The offering is being conducted as a public offering registered under the Securities Act of 1933 and the regulations promulgated thereunder by the Securities and Exchange Commission, or SEC. Further information regarding the offering is contained in the prospectus referred to below.
The lead managing underwriter of the offering is Citigroup Global Markets Inc. JPMorgan Securities Inc. is also acting as an underwriter of the offering.
The offering is being made by means of a prospectus. This announcement does not constitute an offer to sell or a solicitation of an offer to buy any securities, nor shall there be any sale of these securities, in any state or jurisdiction in which such an offer, solicitation or sale would be unlawful prior to registration or qualification under the securities laws of any such state or jurisdiction.

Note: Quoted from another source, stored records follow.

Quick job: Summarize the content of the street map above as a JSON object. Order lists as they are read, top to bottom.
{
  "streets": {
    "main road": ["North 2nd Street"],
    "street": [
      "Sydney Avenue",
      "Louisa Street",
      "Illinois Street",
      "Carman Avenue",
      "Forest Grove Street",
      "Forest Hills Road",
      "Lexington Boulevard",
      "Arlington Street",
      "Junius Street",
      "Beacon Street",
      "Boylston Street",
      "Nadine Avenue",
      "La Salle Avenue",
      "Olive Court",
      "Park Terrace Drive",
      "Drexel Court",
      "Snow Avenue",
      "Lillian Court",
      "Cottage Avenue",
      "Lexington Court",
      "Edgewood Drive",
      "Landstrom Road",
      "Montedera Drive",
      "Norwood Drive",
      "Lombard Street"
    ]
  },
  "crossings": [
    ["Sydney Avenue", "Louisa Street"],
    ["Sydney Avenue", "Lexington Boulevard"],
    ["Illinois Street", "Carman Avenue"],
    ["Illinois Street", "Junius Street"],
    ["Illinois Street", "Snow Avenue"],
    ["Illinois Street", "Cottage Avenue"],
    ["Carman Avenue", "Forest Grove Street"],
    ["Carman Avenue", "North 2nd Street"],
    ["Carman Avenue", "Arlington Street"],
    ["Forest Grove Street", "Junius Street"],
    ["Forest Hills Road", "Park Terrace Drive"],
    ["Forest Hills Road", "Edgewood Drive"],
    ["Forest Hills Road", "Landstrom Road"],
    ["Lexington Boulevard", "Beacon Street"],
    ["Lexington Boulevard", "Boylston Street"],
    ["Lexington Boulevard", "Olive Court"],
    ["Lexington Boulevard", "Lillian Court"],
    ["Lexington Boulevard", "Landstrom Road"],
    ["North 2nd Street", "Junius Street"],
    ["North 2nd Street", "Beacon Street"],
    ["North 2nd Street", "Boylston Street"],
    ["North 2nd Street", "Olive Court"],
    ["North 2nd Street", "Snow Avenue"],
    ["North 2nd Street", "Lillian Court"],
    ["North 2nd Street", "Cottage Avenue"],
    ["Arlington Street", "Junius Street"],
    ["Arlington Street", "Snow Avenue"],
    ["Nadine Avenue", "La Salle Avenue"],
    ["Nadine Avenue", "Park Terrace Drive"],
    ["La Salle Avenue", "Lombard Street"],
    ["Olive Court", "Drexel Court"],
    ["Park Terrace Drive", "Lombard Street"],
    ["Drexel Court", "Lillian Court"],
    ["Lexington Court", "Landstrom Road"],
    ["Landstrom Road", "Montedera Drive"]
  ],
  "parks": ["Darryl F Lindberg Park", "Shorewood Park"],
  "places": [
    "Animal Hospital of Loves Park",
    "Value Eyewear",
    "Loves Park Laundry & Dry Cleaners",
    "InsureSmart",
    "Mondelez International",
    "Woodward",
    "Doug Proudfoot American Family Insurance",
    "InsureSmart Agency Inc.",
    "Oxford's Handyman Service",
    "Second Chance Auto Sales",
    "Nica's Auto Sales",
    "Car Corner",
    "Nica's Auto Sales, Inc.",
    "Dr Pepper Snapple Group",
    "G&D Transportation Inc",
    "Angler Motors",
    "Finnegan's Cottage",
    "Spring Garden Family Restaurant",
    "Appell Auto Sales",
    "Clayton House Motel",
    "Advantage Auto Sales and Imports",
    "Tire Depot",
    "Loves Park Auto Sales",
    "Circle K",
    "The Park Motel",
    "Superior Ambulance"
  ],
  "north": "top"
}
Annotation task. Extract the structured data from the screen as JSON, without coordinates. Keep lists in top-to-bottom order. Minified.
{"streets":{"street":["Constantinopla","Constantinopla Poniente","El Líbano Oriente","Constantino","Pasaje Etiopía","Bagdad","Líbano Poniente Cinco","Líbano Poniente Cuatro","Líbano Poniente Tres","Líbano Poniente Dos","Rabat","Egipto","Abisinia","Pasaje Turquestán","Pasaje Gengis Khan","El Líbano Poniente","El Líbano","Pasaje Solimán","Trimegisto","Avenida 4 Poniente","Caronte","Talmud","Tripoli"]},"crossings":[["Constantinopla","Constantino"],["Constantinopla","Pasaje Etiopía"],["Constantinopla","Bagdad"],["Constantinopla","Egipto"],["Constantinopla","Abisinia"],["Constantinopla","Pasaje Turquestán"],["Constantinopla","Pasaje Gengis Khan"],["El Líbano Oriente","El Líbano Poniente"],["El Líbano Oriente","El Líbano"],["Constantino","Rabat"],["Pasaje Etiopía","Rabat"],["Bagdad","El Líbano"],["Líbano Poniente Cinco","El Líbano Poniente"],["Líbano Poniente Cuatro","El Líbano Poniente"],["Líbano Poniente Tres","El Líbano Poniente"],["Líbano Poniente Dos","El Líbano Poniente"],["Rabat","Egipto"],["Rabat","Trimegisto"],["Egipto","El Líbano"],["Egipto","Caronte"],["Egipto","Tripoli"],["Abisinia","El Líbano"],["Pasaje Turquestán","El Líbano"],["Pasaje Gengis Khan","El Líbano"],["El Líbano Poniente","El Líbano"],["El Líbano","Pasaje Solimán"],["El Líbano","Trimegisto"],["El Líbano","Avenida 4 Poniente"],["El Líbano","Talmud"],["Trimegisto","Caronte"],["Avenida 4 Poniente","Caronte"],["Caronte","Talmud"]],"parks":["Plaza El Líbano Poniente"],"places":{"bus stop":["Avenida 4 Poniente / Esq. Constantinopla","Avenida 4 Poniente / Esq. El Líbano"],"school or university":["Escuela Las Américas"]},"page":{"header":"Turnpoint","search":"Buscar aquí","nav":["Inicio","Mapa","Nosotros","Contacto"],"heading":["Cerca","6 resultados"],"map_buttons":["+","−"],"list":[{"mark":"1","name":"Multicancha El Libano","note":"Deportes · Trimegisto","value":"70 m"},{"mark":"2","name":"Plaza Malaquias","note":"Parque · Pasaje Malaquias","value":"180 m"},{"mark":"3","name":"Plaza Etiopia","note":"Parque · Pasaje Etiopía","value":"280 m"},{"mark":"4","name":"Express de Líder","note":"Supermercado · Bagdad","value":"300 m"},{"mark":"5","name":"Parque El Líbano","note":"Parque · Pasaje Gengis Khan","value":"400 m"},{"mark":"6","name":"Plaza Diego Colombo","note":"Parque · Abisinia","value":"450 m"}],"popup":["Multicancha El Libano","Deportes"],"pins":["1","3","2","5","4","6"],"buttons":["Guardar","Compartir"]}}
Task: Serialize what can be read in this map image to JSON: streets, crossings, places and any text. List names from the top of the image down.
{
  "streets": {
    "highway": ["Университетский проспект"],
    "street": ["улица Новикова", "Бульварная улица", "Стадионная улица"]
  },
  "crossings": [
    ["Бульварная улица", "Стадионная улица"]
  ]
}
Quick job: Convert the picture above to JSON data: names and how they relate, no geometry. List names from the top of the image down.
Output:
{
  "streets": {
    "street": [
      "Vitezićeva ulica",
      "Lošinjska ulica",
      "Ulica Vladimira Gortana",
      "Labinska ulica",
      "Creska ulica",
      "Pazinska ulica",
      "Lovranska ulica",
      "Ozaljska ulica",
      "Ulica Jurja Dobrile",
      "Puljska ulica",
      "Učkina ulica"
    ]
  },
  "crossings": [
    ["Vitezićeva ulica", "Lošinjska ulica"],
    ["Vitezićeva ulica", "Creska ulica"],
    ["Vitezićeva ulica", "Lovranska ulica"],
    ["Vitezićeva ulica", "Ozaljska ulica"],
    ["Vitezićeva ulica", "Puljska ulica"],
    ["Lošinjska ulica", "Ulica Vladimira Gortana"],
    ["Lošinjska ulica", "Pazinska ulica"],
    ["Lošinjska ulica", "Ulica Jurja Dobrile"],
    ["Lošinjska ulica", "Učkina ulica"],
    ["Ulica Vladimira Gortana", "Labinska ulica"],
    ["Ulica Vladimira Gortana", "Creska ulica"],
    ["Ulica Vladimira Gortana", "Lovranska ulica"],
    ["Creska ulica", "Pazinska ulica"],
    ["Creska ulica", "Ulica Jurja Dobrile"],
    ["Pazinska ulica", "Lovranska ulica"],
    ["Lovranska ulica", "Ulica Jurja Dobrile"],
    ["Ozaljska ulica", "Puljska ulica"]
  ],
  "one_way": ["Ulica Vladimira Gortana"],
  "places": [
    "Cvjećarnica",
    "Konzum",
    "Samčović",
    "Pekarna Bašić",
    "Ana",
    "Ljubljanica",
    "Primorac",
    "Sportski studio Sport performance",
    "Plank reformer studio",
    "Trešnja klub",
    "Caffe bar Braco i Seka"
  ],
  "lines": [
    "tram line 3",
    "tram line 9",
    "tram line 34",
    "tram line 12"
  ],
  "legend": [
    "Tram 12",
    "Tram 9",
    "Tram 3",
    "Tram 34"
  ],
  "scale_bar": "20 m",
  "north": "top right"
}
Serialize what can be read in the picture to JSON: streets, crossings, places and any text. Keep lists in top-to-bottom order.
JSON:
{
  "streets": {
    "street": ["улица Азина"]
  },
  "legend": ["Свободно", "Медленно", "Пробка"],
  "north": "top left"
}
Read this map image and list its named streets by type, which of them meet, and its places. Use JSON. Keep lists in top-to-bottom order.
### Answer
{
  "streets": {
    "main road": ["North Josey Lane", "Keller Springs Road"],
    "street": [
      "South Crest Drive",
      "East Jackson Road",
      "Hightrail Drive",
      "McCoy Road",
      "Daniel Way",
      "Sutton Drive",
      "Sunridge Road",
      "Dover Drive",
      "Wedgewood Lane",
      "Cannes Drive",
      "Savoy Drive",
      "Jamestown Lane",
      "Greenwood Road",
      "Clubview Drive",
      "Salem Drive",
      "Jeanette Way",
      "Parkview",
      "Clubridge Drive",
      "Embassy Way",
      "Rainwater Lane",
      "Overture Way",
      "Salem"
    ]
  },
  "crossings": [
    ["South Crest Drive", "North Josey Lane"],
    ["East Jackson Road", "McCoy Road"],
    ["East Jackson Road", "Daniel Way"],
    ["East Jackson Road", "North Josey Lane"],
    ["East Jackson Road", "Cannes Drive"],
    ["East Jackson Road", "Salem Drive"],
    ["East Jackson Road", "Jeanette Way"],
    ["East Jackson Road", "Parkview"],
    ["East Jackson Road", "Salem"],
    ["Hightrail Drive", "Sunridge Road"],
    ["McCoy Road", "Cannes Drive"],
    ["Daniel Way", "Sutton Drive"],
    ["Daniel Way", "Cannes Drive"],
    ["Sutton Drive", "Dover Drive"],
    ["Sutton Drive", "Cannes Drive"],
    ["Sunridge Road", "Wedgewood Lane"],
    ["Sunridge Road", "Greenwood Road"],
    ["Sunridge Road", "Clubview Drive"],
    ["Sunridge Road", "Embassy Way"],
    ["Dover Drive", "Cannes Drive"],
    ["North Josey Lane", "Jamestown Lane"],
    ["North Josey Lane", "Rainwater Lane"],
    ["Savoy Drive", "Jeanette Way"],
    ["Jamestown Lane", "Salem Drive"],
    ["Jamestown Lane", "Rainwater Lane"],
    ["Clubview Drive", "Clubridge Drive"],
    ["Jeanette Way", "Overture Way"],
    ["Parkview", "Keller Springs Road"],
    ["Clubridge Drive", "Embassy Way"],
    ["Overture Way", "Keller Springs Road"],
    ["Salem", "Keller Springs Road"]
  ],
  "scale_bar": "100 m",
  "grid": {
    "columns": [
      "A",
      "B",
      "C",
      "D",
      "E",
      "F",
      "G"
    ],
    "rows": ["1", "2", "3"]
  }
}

SEQUOIA RESIDENTIAL FUNDING, INC., THE DEPOSITOR WITH RESPECT TO SEQUOIA MORTGAGE TRUST 2010-H1, HAS FILED A REGISTRATION STATEMENT (INCLUDING A BASE PROSPECTUS) WITH THE SEC FOR THE OFFERING TO WHICH THIS COMMUNICATION RELATES. BEFORE YOU INVEST, YOU SHOULD READ THE BASE PROSPECTUS IN THAT REGISTRATION STATEMENT AND OTHER DOCUMENTS THE DEPOSITOR HAS FILED WITH THE SEC FOR MORE COMPLETE INFORMATION ABOUT THE DEPOSITOR AND THE OFFERING. YOU MAY GET THESE DOCUMENTS AT NO CHARGE BY VISITING EDGAR ON THE SEC WEB SITE AT WWW.SEC.GOV. ALTERNATIVELY, THE DEPOSITOR, ANY UNDERWRITER OR ANY DEALER PARTICIPATING IN THE OFFERING WILL ARRANGE TO SEND YOU THE BASE PROSPECTUS AND OTHER DOCUMENTS THE DEPOSITOR HAS FILED WITH THE SEC AT NO CHARGE IF YOU REQUEST THEM BY CALLING THE INVESTOR RELATIONS DEPARTMENT AT 1(877) 858-5407.
The registration statement to which this offering relates is Commission File Numbers 333-159791 and 333-159791-01.
CAUTIONARY STATEMENT: This announcement contains forward-looking statements within the meaning of the safe harbor provisions of the Private Securities Litigation Reform Act of 1995, including statements related to the closing date of the offering. Forward-looking statements involve numerous risks and uncertainties. Actual events may differ from current expectations and, consequently, you should not rely on these forward-looking statements as predictions of future events.